Investigators with the State Prosecutor's Office found that Baltimore Mayor Sheila Dixon made $13,800 in "unexplained cash" deposits in a six-week period during the spring of 2004, one of many details to emerge in a mammoth court filing that raises questions about Dixon's financial dealings as City Council president.
Ronald H. Lipscomb, a former Dixon boyfriend, provided about $4,000 of the sum, but investigators do not know the source of the rest of it, a fact that prompted one member of a grand jury investigating the mayor to ask: "Does the City Council President make that kind of money?" according to a transcript of one proceeding.
Investigators said the cash was "over and above" the $80,000 annual salary she made at the time.
Normally secret accounts of testimony given by Lipscomb, another person who was a close aide to Dixon and a state prosecutor's investigator before the grand jury were included as part of a motion the prosecutor's office filed to counter an effort by the mayor to dismiss perjury and theft charges against her.

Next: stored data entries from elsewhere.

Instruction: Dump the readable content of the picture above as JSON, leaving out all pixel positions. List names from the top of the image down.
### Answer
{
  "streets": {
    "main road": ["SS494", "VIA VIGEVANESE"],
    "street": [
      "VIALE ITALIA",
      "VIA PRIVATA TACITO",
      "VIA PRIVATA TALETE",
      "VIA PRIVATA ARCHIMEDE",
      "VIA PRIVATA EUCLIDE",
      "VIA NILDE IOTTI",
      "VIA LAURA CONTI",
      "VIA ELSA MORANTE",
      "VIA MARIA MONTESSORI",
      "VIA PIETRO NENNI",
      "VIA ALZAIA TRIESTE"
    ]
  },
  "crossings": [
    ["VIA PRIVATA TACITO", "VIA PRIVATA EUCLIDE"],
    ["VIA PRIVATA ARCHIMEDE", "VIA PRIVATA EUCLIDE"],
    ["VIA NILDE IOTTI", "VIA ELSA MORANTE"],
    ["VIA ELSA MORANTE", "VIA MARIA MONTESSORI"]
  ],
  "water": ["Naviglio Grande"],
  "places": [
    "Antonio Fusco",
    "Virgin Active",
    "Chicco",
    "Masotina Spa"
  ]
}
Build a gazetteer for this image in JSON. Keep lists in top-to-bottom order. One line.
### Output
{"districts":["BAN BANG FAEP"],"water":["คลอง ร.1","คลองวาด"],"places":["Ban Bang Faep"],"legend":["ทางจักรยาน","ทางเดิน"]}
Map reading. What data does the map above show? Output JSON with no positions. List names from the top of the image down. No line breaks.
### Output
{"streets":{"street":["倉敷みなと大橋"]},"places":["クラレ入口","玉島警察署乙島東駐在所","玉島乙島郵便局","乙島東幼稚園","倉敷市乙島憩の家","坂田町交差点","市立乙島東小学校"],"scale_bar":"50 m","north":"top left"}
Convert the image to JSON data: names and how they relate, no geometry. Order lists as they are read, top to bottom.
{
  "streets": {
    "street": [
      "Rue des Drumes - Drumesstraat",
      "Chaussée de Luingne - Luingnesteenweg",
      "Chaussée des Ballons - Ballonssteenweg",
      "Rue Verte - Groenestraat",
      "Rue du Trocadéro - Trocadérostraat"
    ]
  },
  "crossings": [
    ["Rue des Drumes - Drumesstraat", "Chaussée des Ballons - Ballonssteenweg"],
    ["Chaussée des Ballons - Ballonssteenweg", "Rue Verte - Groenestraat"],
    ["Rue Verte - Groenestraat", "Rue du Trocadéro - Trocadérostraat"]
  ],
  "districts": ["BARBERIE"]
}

The transcripts depict a "shopaholic" - as the aide characterized her - who couldn't pay for her extravagances and sought help from Lipscomb, a developer who had business before the City Council at the time.
Dixon would not comment yesterday, but her attorney, Arnold M. Weiner, sought to cast doubt on the prosecutor's suspicions: "What appears to be unexplained to the state prosecutor is fully explained to us." He would not elaborate.
The court filing includes a recounting of testimony from the mayor's bodyguard, Howard Dixon, who is no relation to her, describing what he said was her overspending and includes personal details about the lengths Lipscomb went to, according to the bodyguard, to conceal from his wife his affair with Dixon.
State prosecutors have been investigating Dixon since March 2006 when, as City Council president, she scolded officials from Comcast Corp. and pressed them to direct more work to minority-owned firms like the one that employed her sister.
Since it began, the probe has yielded four guilty pleas and charges have been filed against a city councilwoman. Dixon was indicted on perjury counts accusing her of failing to report on her city ethics form the gifts from Lipscomb and a theft count that maintains she spent gift cards intended for the poor.